Press Box

Madeleine K. Albright Through the Spin Cycle

Washington’s season cycle is unvarying. In the summer, it gets so hot folks stir-fry spark plugs on the sidewalk. Come fall, the rich and the powerful abase themselves for a seat in the Washington Redskins’ owners box. In winter, snow flurries shutter the city. And in spring, pollen eruptions make the press corps so itchy and bitchy that they compose whack jobs about the government officials they’ve spent months building up.

Today’s springtime whack-job recipient, Secretary of State Madeleine K. Albright, gets hers from John Lancaster of the Washington Post. Lancaster’s Page One piece applies the usual methodology for knocking a Washington god off his pedestal: He strings together not-for-attribution quotations to prove that the once universally worshiped (even by Jesse Helms!) Albright is no longer “at the top of her game.”

Of course, the Post understands too perfectly the journalistic arc from hero to chump. A scant six years ago, the paper’s indefatigable media reporter Howard Kurtz wrote about the similar journey from toast to roast of another female Clinton cabinet member. Kurtz wrote, “[T]he media have a way of launching public figures into the stratosphere and then yanking them back to Earth without a parachute. In what has become a classic Washington ritual, the press pack has suddenly opened fire on Reno, often using anonymous quotes for ammunition.”

Using Kurtz as our guidebook, let’s review the Lancaster story.

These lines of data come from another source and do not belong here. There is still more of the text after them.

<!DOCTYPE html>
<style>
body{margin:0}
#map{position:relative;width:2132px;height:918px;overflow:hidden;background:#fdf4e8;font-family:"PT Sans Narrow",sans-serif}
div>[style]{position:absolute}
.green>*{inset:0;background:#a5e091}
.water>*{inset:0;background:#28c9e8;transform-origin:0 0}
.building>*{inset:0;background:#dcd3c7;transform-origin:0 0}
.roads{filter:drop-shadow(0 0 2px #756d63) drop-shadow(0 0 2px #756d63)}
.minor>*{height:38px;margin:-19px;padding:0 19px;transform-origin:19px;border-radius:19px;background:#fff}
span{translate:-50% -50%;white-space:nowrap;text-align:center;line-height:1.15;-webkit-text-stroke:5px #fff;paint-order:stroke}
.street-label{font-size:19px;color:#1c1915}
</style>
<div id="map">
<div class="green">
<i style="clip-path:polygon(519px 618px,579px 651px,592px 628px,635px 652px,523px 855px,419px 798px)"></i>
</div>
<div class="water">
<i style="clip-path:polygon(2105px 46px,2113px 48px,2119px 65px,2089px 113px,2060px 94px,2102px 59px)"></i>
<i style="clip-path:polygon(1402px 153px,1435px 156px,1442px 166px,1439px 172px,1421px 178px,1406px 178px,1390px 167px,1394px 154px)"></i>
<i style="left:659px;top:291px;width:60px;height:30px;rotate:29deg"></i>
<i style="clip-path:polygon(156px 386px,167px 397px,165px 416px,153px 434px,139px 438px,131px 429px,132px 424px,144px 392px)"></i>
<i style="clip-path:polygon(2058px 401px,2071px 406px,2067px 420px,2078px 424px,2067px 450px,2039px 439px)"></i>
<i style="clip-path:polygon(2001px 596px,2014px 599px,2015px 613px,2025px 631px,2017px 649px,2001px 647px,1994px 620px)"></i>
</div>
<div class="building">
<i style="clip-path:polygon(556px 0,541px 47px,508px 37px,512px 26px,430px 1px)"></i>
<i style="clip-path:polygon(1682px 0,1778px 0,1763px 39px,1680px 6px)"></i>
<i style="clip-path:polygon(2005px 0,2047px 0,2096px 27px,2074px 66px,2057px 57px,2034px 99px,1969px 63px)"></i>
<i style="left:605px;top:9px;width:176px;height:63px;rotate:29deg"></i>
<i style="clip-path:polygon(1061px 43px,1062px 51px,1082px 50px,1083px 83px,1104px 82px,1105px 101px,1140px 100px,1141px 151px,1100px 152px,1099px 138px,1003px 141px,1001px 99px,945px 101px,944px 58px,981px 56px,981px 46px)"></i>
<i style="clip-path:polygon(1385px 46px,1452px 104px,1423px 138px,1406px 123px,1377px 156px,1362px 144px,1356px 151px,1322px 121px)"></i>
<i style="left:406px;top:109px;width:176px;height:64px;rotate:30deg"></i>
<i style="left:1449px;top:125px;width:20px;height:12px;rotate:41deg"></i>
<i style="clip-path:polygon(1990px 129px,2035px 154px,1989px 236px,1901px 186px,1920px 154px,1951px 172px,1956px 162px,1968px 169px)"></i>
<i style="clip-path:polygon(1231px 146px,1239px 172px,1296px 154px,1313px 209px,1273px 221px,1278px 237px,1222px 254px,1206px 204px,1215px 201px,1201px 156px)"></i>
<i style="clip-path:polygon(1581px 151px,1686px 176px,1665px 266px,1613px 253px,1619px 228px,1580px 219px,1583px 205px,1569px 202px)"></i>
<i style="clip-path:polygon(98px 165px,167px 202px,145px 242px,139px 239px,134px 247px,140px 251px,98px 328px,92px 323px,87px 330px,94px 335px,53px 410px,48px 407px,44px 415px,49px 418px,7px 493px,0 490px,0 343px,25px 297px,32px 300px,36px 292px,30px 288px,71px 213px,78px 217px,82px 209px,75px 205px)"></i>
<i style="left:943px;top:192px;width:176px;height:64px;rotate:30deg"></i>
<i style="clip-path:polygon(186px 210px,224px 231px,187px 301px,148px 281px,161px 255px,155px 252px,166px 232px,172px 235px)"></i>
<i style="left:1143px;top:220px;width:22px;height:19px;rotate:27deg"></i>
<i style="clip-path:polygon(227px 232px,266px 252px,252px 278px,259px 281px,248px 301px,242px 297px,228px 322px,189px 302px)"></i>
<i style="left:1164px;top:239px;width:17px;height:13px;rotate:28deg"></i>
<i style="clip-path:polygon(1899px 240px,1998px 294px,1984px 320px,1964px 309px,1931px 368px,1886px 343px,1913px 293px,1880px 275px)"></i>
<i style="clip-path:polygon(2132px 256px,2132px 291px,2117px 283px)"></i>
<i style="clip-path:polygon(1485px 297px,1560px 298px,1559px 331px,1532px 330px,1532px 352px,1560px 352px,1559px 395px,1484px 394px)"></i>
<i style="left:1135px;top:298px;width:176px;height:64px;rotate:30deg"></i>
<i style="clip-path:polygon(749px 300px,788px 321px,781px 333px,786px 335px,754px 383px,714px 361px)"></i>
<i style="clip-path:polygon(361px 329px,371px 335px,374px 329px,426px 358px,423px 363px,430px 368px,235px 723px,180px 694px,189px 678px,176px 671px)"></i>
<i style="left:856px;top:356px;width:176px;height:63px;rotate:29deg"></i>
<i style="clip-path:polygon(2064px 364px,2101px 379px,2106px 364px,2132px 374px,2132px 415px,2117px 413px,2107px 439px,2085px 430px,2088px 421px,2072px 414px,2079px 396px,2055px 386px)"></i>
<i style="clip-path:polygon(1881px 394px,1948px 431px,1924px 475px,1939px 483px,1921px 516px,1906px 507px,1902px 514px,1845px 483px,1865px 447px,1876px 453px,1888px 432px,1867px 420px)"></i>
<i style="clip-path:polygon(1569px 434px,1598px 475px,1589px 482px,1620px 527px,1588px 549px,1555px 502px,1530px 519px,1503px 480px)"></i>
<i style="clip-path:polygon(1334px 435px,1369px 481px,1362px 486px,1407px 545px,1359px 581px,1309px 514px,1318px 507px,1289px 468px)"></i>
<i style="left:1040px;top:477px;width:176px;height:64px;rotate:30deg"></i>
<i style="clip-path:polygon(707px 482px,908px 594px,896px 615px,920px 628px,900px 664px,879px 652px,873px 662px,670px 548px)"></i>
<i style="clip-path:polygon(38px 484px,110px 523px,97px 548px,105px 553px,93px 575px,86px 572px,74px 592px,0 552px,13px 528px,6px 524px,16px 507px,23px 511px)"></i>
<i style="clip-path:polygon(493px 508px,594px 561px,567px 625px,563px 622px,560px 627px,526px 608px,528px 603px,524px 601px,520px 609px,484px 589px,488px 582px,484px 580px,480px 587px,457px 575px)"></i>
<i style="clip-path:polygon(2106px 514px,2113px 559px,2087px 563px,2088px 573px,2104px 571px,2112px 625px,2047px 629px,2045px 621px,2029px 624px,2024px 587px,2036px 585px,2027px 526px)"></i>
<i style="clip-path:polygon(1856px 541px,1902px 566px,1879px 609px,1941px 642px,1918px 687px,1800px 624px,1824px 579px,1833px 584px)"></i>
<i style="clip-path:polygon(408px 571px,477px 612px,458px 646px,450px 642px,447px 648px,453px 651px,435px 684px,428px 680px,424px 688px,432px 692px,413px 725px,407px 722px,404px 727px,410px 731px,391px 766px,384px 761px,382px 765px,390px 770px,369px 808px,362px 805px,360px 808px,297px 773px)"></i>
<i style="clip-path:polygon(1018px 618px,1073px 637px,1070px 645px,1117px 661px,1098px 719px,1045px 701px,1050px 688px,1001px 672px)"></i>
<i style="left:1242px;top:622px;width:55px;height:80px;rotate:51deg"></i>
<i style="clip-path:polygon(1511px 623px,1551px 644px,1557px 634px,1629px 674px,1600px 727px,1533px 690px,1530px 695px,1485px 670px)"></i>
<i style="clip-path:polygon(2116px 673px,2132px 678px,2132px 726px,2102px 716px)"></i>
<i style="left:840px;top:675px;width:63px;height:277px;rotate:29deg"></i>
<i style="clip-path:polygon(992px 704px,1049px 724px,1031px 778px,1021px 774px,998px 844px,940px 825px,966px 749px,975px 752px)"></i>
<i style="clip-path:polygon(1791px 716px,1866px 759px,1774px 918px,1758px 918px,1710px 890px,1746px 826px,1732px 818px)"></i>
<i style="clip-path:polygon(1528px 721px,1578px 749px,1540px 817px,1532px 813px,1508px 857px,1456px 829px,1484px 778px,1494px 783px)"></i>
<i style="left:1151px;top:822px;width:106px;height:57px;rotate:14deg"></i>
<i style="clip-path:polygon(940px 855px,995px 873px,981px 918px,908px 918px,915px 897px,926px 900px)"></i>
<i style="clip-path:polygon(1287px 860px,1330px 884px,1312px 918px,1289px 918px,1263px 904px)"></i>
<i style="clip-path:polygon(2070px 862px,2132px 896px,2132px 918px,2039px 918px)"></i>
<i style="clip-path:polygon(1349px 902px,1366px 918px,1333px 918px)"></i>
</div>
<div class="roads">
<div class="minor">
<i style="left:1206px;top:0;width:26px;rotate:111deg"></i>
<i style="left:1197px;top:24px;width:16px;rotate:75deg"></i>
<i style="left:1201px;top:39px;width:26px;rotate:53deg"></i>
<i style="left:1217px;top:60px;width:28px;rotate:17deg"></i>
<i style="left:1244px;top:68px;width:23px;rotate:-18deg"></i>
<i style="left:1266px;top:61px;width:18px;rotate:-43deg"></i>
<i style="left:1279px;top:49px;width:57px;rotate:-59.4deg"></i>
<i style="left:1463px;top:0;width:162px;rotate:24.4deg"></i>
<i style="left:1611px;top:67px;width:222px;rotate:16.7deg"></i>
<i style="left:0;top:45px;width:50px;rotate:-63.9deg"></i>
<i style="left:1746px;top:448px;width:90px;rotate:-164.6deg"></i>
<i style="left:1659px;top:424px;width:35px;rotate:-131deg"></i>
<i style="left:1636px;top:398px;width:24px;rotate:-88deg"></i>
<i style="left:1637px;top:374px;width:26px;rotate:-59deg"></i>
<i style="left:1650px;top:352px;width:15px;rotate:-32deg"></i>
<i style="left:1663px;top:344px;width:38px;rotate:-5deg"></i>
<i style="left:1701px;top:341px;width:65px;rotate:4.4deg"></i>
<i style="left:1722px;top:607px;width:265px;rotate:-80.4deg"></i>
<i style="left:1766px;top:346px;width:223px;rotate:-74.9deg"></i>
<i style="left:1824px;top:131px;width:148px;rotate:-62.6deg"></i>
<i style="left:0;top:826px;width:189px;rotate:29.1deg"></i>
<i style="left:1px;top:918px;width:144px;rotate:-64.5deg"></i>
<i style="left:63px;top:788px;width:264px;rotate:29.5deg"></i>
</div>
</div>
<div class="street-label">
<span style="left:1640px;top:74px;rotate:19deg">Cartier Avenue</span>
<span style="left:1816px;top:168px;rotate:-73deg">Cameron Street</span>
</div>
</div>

In order to run Albright down, Lancaster must first list her accomplishments, which are substantial:

A few months into her tenure, she adroitly worked the phones to secure Senate approval of the Chemical Weapons Convention, a landmark treaty that had languished under her predecessor, Warren G. Christopher. She presided over a successful reorganization of the State Department’s massive bureaucracy. And in what is arguably her greatest triumph, Albright took the lead in selling Russia–and then the Senate–on the expansion of NATO to include formerly communist countries of Eastern Europe.           

Lancaster even quotes Balkans specialist Ivo Daalder, who worked for the National Security Council during Clinton’s first term, saying, “She got Kosovo right.” But then, Lancaster turns to his unnamed sources to document

the dominant impression from dozens of conversations with current and former colleagues, foreign policy experts, congressional officials and career diplomats. … Albright has not measured up to the high–and perhaps unrealistic–expectations that attended her debut as the first female secretary of state.

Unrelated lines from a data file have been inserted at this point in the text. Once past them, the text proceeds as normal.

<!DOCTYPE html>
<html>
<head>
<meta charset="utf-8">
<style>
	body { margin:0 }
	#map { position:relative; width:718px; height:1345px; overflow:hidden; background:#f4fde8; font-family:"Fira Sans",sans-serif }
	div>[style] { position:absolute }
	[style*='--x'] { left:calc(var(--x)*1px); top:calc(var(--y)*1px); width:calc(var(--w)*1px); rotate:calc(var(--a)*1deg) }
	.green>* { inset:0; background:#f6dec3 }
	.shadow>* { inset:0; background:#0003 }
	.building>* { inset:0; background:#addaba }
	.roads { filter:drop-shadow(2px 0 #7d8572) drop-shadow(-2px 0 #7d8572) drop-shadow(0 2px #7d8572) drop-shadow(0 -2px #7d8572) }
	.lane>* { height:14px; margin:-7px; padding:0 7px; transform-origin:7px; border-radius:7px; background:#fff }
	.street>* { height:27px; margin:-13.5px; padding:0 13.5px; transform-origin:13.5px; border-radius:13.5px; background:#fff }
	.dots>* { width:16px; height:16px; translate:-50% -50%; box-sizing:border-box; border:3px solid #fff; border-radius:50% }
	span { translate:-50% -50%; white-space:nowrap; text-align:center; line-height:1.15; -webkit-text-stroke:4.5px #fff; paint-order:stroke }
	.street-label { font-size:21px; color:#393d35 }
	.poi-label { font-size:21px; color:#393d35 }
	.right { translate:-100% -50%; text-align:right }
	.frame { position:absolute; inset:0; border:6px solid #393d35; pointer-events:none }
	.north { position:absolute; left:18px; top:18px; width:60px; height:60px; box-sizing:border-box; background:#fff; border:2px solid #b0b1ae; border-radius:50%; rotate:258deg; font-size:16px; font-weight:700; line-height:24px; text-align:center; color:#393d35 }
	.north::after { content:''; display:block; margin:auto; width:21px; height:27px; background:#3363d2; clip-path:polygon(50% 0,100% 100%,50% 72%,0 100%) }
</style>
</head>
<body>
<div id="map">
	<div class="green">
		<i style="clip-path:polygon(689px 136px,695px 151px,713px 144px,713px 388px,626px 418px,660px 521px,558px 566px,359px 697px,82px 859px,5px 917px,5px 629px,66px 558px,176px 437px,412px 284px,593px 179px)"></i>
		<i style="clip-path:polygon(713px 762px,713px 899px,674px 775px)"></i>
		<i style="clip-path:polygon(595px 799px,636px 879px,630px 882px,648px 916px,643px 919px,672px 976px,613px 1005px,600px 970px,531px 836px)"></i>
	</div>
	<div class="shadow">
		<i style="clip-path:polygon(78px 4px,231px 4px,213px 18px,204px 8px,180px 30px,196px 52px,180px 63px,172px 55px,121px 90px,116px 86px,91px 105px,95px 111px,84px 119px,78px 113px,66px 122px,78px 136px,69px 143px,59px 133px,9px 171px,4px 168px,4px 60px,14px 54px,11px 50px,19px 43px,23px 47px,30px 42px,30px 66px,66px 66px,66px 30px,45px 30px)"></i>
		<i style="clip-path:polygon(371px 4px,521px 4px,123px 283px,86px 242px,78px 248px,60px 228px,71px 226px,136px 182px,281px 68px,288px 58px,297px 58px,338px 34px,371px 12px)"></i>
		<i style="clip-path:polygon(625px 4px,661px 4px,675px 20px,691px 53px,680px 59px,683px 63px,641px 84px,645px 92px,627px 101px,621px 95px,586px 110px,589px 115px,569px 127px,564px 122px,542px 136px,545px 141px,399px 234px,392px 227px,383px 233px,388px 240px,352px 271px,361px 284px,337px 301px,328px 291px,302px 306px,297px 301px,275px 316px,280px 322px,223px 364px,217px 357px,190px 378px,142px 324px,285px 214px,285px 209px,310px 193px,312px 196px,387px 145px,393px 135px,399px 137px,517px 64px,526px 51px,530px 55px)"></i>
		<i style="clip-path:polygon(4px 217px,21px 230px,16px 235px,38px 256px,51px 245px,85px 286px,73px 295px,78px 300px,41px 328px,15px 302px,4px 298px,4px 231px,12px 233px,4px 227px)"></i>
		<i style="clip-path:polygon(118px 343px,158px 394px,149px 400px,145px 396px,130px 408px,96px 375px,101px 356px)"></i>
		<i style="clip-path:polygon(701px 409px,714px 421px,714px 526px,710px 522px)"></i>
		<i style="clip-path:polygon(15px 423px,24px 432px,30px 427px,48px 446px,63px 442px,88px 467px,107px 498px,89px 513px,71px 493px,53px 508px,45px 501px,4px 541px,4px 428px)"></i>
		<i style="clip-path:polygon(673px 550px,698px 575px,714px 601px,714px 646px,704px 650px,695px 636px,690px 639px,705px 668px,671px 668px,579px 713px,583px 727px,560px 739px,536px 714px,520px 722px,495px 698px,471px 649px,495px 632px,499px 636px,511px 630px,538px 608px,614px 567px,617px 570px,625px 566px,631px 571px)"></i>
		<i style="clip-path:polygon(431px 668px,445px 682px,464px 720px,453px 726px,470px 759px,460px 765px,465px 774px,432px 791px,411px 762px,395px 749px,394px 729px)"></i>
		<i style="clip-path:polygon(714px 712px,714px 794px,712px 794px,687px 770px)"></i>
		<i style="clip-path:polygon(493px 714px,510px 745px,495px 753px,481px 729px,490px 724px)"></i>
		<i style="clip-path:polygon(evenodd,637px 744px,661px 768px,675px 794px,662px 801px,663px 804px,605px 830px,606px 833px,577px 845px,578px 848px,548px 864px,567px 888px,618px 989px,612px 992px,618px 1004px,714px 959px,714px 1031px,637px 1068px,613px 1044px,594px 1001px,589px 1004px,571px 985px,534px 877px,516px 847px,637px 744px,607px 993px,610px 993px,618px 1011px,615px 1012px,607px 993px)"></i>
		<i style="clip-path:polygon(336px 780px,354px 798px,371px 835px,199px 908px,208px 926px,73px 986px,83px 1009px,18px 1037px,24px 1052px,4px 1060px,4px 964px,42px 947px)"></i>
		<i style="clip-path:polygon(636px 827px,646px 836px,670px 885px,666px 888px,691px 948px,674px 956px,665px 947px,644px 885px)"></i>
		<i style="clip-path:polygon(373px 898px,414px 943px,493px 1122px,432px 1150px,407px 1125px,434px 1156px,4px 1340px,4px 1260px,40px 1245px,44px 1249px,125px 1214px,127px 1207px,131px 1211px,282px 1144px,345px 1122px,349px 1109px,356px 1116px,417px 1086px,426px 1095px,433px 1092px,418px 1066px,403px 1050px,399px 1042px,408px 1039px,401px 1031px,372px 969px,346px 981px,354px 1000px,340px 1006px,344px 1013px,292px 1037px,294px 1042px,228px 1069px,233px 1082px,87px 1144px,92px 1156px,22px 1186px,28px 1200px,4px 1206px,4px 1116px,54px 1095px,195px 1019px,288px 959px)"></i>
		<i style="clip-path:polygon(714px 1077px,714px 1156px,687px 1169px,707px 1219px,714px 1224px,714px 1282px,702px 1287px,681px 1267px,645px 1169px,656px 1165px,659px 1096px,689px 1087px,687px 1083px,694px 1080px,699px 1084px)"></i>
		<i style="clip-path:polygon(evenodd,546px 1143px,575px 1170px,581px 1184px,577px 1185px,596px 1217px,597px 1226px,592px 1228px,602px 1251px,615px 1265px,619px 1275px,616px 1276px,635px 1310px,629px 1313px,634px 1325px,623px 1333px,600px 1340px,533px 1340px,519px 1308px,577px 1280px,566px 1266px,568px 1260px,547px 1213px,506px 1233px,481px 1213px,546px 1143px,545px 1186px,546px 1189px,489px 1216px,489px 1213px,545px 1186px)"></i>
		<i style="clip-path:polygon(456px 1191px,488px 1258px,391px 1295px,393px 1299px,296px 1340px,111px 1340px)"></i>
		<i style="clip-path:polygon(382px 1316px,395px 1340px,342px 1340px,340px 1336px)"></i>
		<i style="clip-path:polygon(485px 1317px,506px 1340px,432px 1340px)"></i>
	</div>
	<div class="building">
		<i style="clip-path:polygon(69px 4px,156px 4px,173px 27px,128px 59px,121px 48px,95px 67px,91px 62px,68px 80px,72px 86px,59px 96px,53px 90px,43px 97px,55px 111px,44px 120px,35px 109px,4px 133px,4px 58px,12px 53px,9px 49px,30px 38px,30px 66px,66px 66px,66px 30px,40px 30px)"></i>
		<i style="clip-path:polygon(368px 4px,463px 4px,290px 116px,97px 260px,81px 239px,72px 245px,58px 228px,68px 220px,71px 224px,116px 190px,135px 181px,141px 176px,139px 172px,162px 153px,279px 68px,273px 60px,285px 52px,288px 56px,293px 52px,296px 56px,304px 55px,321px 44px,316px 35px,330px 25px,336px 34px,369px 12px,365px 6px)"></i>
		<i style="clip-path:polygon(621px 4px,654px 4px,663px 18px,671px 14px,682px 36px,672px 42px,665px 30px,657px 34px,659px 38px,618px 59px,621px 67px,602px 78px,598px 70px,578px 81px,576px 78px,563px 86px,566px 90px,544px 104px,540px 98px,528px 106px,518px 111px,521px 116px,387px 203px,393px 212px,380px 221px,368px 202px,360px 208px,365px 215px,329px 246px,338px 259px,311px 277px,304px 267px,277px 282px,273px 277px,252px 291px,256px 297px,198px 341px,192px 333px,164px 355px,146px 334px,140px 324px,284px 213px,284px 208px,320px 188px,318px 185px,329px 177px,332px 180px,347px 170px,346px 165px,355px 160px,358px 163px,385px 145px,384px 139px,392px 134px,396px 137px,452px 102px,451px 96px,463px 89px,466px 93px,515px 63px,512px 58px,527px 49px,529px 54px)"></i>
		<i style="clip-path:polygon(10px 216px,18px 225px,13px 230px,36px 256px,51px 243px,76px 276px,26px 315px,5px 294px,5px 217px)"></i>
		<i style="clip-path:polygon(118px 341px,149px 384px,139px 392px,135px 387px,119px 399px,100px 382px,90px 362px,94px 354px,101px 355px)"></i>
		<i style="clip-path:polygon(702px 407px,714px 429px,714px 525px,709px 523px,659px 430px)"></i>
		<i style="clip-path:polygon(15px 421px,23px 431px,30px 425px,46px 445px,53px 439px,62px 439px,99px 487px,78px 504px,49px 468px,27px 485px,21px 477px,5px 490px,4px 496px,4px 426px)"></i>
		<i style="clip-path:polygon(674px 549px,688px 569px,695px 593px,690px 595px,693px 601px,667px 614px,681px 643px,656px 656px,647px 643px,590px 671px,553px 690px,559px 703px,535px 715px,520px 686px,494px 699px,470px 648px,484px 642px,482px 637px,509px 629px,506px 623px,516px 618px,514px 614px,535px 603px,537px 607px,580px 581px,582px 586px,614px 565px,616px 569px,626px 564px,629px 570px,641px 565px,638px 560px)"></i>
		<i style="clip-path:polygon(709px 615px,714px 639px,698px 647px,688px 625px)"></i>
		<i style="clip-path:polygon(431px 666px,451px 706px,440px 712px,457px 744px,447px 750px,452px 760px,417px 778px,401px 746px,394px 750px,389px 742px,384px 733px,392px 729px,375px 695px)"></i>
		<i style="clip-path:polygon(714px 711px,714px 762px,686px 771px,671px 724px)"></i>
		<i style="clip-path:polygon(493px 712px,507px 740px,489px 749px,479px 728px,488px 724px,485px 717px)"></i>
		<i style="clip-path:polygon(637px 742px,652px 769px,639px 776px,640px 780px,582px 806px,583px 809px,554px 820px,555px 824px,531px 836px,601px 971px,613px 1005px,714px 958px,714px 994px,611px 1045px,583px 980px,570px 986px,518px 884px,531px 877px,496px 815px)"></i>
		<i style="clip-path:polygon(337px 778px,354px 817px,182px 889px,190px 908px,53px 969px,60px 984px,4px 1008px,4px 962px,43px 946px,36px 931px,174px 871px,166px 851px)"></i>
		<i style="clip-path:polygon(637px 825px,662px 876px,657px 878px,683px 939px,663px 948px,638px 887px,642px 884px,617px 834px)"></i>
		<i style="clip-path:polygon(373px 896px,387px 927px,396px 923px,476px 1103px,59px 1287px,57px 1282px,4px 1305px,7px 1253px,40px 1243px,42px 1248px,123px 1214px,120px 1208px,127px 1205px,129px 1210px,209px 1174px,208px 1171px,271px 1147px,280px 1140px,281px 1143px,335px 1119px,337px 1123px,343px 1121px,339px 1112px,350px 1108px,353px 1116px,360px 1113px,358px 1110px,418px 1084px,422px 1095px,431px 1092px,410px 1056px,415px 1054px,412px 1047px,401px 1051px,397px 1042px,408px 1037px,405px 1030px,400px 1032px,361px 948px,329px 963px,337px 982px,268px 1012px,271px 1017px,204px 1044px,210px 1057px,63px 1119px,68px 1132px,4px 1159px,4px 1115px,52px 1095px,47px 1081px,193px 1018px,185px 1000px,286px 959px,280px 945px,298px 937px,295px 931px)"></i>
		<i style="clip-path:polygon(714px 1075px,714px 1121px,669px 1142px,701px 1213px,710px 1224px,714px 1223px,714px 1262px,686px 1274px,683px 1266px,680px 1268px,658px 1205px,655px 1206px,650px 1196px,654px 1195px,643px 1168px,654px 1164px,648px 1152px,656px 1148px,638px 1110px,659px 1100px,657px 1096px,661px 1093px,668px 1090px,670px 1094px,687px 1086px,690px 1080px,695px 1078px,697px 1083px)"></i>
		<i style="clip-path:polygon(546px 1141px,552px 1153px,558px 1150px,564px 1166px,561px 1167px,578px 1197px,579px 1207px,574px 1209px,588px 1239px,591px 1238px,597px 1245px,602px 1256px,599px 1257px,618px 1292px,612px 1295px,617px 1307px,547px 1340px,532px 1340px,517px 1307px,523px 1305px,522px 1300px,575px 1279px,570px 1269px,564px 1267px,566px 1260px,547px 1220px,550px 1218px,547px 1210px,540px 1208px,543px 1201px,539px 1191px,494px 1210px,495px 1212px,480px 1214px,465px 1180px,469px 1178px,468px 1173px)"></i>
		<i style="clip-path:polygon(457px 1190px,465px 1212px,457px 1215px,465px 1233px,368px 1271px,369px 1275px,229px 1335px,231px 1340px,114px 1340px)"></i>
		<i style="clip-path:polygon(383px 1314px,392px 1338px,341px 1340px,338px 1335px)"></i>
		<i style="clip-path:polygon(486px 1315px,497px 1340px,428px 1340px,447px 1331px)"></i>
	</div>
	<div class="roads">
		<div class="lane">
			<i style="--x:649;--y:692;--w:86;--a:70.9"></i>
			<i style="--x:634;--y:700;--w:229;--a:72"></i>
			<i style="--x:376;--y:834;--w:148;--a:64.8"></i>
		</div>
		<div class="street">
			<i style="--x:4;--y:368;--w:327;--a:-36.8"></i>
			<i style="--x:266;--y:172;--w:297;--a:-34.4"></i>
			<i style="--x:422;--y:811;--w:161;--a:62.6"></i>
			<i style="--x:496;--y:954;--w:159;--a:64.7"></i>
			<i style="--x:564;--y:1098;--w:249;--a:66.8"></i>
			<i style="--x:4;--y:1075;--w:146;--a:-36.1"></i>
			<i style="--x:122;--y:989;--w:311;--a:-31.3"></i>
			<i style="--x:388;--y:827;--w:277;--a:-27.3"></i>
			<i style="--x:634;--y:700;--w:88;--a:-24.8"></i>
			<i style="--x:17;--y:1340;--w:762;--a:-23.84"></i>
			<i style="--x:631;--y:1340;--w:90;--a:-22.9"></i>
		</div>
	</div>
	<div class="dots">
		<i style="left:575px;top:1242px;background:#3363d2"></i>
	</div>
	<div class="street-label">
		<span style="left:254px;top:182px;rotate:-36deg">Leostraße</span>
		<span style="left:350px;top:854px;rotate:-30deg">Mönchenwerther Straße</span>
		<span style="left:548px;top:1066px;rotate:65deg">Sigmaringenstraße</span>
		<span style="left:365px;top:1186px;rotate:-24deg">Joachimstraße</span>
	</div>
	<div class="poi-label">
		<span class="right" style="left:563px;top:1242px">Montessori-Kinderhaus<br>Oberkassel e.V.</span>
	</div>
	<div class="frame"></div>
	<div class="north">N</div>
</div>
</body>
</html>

Only one of the experts, officials, and diplomats goes on the record about Albright’s shortcomings–Peter F. Krogh, Albright’s former employer at Georgetown University’s School of Foreign Service. That Krogh dislikes Albright isn’t news. As Lancaster reports, he attacked her in the Wall Street Journal not long ago. Lancaster scares up two on-the-record sources, Zbigniew Brzezinski (National Security Adviser during the Jurassic Period) and Daalder, to take general swipes at the Clinton administration’s foreign policy, but neither dings Albright herself. (Lancaster does write that Daalder “has been sharply critical of Albright” in non-Kosovo areas, but, mysteriously, gives no examples.)

When Lancaster turns to the unnamed sources pummeling Albright, he records “a prominent foreign policy expert and academic who knows Albright well,” “a former NSC staff member who recently left the administration,” “one senior diplomat,” “a ranking diplomat,” “critics,” “a senior State Department official,” and a “Republican staff member” on the Hill.

Of course, not all unnamed sources in newspaper stories are loathsome or immediately suspect. Think of the valiant whistleblower inside a corporation or an agency who puts himself at risk to uncover criminal perfidy. But the Post keeps a unique subspecies of unnamed source alive, the Washington coward, who punishes his political enemies from the safety of anonymity. The Washington coward thrives inside the Beltway because he knows that journalists outnumber sources. (In almost any other American city, the reverse is true.) The Washington coward bargains from a position of power because he knows that the Post will compete in any race to the bottom for the unattributed quotation. As part of his calculation, he favors the Post because of its enormous influence and circulation.

The late Ann Devroy, a formidable Post political reporter, excelled at the Washington- coward form, stacking unnamed sources in her stories like green cordwood. Reading Devroy’s pieces critically, it was impossible to determine whether she was reporting the news or taking one side in a political feud. Likewise, Lancaster could be 1) on target about Albright’s “Waning Influence at Foggy Bottom,” 2) thumping Albright because it’s the only story left to be written about her, and therefore time to yank “her back to Earth without a parachute,” or 3) totally in the bag for his unnamed sources. The closest he comes to demonstrating his thesis of her waning influence, besides peddling anecdotes about who has the president’s ear, is in reporting that the foreign affairs budget has only “registered a modest increase” during her tenure and is still below its 1985 peak. That’s a thin thread to hang a secretary of state (or her reputation) by.

The good news for Albright is that the news cycle is forgiving. Who knows what rabbit she’ll pull out of one of her funky hats in the next nine months? Why, the Washington Post might even be calling her the comeback kid.